What metadata/installability checks should Warehouse check uploads for? #194

msabramo · 2014-02-06T18:54:30Z

Recently, a project that I worked on pushed a new version to PyPI and it turned out to be completely broken, because the setup.py was referencing a README.rst file that was not present in the sdist.

It would be awesome if PyPI could so checking of packages that are uploaded.

To start with, it could create a virtualenv and try pip installing the package and make sure that exits with status 0. Perhaps it could also try easy_install to make sure that works too.

There are more elaborate things that could be done like run tests if they are included (many packages don't bundle their tests though) or try to validate the RST, but I think just pip installing is a very good first start, as it detects packages that are completely broken.

The text was updated successfully, but these errors were encountered:

sontek · 2014-02-06T21:14:06Z

What I'd love is to see the packaging/build tooling help prevent this before it ever gets up to pypi/warehouse, although it might be nice to do some sanity checking of its own as well.

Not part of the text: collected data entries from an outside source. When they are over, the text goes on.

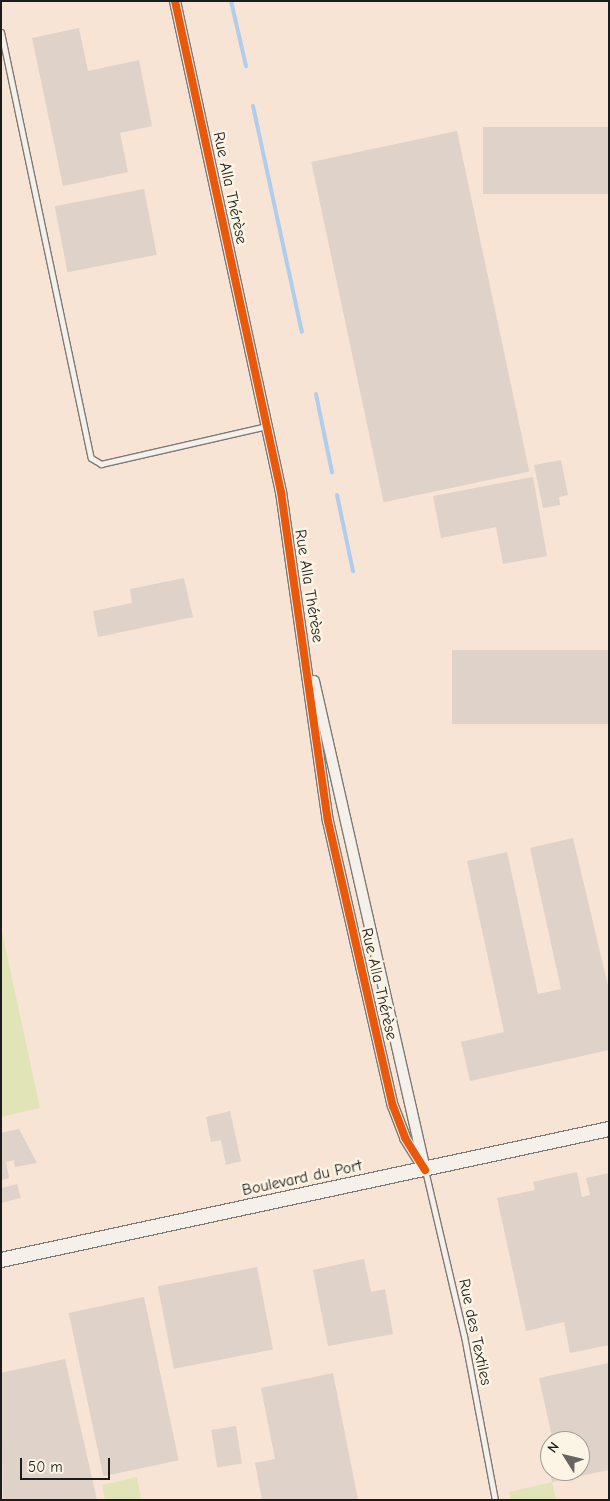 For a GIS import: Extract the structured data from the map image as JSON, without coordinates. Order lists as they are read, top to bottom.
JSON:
{
  "streets": {
    "main road": ["Boulevard du Port"],
    "street": ["Rue Alla Thérèse"],
    "lane": ["Rue des Textiles"]
  },
  "crossings": [
    ["Rue Alla Thérèse", "Boulevard du Port"],
    ["Rue Alla Thérèse", "Rue des Textiles"],
    ["Boulevard du Port", "Rue des Textiles"]
  ],
  "scale_bar": "50 m",
  "north": "top left"
} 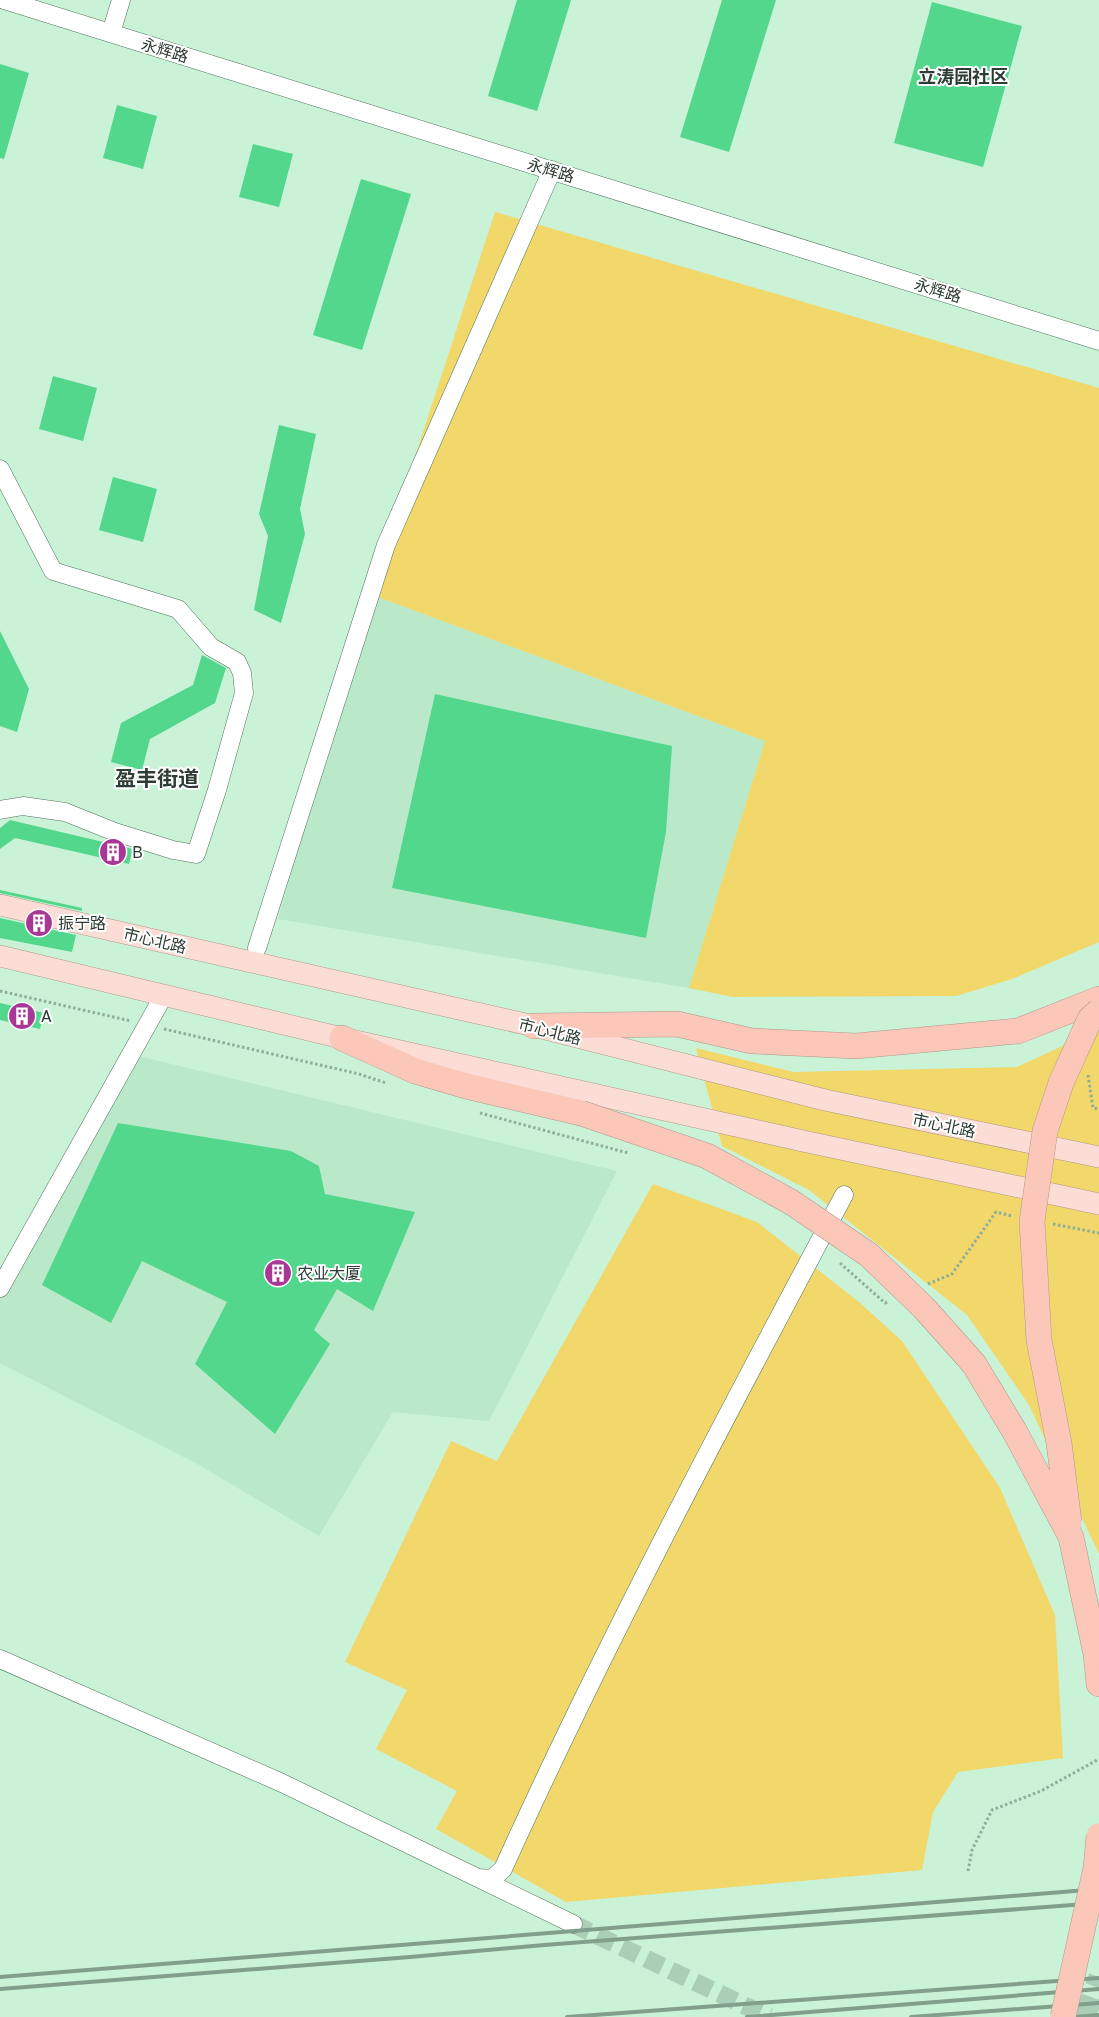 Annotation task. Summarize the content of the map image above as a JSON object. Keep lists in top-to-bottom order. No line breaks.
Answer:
{"streets":{"main road":["市心北路"],"street":["永辉路"]},"districts":["立涛园社区","盈丰街道"],"places":{"building":["B","振宁路","A","农业大厦"]}}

Its a weird issue since the way this is done is people reading files in setup.py, but would be nice if this was somehow detected and alert you that you are referencing things that wont end up in the dist.

agronholm · 2014-04-15T17:36:13Z

I don't think executing untrusted code on the PyPI server is an option. Can this be done without?

r1chardj0n3s · 2014-04-15T17:38:16Z

This is partly what the cheesecake project attempted to do; I like the idea in theory but it requires a bunch of work and support to make happen in practise.

msabramo · 2014-04-21T23:04:51Z

I guess tox would've caught this. Not everyone uses tox though and even people who do sometimes forget. Also tox could probably pass inadvertently because of a file in the dev's workspace that's not pushed up to the canonical git repo when using setuptools_git

I note that CPAN does automated testing of packages - I have no idea how they sandbox. VMs would be my guess. Obviously Travis CI and drone.io sandbox code to run tests. A system with VMs or Docker containers could help.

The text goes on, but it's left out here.